(Records from a data source)
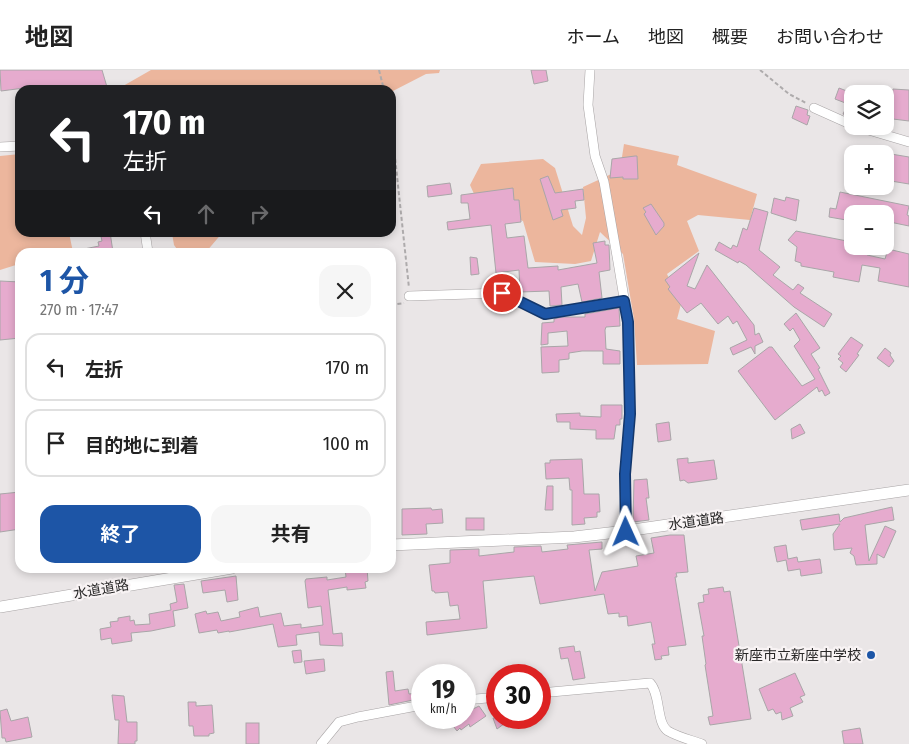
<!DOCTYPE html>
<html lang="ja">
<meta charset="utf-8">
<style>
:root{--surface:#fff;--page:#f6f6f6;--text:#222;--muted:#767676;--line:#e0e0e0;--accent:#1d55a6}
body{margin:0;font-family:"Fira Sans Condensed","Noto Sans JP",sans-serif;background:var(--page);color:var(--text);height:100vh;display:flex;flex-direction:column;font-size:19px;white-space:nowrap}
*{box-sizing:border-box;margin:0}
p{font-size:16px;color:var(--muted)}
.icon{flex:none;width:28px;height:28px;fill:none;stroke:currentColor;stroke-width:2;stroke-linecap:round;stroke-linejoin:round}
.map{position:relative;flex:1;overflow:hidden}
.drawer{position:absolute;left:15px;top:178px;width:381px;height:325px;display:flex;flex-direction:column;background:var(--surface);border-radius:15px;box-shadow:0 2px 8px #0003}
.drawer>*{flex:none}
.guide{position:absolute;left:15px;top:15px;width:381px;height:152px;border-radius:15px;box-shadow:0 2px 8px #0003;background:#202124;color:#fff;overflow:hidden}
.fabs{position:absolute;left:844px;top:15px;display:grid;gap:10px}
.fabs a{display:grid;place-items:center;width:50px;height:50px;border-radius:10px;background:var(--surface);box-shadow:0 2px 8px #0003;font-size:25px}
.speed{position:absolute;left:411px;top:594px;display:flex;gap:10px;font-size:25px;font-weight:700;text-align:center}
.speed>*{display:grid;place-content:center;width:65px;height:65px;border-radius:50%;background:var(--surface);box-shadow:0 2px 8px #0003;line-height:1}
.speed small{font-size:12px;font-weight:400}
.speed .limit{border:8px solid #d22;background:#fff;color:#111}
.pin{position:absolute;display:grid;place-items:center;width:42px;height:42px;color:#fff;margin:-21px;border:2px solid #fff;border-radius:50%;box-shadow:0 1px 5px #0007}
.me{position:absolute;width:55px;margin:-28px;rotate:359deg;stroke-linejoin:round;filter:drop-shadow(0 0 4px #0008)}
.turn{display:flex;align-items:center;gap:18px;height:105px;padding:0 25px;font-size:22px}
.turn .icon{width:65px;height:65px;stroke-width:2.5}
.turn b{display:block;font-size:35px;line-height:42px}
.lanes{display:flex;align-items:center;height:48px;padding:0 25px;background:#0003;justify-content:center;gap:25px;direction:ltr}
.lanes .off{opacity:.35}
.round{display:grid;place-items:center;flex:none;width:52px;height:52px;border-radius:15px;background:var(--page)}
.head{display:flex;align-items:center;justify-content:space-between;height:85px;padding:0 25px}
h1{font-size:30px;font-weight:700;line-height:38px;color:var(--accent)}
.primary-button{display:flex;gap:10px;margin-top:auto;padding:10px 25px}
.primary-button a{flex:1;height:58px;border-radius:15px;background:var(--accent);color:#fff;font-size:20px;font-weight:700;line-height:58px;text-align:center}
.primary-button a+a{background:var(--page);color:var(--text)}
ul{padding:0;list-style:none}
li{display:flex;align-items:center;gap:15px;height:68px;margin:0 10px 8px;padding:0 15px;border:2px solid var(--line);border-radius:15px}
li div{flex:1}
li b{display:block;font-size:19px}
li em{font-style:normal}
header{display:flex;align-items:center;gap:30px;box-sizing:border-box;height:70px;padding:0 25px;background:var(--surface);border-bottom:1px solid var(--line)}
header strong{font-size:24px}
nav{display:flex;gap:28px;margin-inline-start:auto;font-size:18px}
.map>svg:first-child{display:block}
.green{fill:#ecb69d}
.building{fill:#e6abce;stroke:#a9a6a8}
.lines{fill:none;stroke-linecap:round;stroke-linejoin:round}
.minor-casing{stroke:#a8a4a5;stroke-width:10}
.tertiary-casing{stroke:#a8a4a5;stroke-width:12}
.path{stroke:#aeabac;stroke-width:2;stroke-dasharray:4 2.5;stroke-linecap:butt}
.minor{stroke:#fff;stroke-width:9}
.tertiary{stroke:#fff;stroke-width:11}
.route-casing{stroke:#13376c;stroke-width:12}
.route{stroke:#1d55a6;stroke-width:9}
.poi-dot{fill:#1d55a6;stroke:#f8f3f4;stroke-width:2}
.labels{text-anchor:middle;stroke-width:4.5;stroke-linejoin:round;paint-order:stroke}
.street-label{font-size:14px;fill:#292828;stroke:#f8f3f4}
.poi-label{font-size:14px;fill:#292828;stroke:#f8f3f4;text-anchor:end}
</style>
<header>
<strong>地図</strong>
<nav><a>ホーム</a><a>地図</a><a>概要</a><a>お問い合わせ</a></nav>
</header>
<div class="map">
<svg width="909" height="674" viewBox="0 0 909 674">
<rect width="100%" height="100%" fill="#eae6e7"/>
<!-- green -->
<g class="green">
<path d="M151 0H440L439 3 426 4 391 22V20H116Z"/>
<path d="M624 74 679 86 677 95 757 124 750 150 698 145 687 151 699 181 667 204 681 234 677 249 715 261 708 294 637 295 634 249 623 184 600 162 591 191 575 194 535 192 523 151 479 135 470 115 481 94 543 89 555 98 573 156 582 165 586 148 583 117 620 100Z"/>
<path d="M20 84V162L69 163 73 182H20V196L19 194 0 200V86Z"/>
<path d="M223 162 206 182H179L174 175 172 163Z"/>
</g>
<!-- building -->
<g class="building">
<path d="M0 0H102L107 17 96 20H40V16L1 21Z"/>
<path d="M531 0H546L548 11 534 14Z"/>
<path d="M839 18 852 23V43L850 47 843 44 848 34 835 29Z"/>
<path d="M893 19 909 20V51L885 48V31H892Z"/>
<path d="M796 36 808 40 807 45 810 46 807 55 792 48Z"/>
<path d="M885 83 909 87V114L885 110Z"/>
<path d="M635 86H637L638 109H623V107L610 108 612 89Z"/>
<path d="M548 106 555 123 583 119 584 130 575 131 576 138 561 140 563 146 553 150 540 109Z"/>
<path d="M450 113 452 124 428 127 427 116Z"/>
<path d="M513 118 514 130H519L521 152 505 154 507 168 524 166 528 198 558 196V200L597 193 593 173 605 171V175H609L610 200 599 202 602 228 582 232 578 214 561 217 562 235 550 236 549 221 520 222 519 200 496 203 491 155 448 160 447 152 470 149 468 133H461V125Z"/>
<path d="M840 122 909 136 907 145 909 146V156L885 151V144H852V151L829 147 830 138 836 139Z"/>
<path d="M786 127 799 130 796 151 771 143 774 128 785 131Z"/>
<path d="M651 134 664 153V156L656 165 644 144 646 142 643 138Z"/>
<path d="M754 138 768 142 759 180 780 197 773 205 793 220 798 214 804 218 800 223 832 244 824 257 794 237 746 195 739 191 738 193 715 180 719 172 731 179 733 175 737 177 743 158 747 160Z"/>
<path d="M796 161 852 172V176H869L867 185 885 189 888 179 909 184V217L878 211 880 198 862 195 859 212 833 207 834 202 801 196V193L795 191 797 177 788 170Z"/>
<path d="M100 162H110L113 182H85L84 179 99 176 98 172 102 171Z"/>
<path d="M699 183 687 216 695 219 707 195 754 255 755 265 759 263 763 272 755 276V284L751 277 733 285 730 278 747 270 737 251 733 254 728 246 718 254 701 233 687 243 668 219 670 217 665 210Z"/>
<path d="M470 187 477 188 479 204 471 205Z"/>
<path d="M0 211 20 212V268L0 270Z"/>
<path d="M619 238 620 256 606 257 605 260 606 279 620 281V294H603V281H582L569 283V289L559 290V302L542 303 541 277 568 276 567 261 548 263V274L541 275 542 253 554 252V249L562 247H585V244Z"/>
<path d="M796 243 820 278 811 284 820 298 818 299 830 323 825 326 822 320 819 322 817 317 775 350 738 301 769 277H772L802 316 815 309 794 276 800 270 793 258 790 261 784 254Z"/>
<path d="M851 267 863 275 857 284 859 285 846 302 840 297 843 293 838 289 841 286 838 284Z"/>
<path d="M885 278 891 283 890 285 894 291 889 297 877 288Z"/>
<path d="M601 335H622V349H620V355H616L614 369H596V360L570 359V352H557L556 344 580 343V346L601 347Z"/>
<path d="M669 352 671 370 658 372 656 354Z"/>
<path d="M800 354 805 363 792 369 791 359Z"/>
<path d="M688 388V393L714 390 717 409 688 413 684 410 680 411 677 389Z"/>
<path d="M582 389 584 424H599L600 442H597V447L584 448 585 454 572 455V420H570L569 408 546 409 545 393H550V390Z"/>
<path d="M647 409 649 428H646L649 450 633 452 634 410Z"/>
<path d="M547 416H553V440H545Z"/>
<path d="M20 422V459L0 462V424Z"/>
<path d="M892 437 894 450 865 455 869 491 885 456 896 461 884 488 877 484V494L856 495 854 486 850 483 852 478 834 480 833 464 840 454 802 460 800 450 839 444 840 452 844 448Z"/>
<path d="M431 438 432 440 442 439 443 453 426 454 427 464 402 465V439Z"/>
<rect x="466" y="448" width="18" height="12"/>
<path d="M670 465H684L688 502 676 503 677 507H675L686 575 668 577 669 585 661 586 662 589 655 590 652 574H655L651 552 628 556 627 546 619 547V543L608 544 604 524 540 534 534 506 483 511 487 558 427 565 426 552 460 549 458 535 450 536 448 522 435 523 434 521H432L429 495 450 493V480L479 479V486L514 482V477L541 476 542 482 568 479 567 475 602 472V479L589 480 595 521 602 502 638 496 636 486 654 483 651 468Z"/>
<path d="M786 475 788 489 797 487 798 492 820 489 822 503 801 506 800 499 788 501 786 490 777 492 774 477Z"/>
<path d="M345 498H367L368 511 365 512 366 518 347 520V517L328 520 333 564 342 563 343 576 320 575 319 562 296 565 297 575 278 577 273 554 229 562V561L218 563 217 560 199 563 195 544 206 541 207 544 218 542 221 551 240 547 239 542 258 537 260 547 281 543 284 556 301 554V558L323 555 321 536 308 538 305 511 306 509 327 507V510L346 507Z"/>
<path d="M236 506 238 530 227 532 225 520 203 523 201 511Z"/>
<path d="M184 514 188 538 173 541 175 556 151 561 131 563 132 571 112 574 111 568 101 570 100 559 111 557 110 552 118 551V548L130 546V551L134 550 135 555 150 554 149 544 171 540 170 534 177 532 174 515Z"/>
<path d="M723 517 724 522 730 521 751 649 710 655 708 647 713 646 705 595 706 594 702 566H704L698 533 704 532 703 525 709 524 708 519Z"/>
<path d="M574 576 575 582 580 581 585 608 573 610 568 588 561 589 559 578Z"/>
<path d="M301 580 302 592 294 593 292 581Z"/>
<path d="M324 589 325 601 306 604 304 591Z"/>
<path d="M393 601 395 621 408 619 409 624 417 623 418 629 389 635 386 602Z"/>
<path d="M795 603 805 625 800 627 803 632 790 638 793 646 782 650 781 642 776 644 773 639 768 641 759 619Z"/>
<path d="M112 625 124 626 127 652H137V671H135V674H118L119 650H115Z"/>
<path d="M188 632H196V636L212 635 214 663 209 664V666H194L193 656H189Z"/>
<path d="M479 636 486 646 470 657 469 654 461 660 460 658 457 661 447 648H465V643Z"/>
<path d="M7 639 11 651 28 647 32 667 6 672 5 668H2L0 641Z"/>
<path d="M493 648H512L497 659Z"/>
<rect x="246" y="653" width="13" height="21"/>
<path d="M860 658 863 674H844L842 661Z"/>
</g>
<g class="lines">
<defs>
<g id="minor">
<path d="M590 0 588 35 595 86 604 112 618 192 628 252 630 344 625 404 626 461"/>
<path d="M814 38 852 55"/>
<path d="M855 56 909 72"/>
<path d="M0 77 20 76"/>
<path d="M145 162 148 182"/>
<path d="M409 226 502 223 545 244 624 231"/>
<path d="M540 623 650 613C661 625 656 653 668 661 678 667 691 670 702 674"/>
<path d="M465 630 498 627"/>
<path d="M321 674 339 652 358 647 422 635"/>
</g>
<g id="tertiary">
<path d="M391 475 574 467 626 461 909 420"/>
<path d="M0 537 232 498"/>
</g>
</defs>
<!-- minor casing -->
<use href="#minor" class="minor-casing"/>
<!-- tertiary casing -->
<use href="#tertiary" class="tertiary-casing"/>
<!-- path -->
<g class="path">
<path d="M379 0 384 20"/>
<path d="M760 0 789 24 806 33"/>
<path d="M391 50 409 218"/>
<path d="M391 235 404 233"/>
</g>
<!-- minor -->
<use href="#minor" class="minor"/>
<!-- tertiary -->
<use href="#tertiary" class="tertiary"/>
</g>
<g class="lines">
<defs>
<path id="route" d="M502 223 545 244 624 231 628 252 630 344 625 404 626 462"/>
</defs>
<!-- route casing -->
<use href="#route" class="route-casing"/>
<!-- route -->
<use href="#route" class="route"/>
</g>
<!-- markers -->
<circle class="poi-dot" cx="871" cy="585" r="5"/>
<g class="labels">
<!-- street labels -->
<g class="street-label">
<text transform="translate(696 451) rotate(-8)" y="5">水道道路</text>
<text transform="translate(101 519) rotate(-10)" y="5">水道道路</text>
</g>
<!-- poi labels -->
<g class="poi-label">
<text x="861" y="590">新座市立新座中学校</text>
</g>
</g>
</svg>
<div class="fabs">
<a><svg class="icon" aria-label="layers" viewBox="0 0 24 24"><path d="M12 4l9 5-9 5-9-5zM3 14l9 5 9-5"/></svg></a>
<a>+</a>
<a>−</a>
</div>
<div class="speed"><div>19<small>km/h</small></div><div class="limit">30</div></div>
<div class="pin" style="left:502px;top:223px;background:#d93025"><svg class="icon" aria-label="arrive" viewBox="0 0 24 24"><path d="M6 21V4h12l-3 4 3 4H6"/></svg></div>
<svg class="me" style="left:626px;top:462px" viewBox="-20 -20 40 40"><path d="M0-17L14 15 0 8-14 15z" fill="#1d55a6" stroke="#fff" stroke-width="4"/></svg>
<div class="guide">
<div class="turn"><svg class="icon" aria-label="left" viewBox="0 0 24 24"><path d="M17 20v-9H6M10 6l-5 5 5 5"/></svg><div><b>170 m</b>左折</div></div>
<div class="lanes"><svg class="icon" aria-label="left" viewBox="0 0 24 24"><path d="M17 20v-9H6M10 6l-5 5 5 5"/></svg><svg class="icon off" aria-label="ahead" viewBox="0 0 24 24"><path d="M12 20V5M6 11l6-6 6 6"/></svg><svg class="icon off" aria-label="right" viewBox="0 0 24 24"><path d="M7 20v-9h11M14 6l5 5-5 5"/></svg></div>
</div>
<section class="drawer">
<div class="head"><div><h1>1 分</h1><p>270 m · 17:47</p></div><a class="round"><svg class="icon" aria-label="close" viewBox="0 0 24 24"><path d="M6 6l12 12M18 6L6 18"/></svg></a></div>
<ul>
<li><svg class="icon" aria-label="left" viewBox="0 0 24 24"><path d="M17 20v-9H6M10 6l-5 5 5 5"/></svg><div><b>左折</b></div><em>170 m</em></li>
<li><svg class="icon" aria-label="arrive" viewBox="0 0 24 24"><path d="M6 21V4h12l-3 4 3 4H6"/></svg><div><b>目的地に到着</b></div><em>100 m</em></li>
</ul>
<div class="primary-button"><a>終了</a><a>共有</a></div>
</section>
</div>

**Exercise aim**
Copy all lines above where "column" is present.

**Result of the exercise**
body{margin:0;font-family:"Fira Sans Condensed","Noto Sans JP",sans-serif;background:var(--page);color:var(--text);height:100vh;display:flex;flex-direction:column;font-size:19px;white-space:nowrap}
.drawer{position:absolute;left:15px;top:178px;width:381px;height:325px;display:flex;flex-direction:column;background:var(--surface);border-radius:15px;box-shadow:0 2px 8px #0003}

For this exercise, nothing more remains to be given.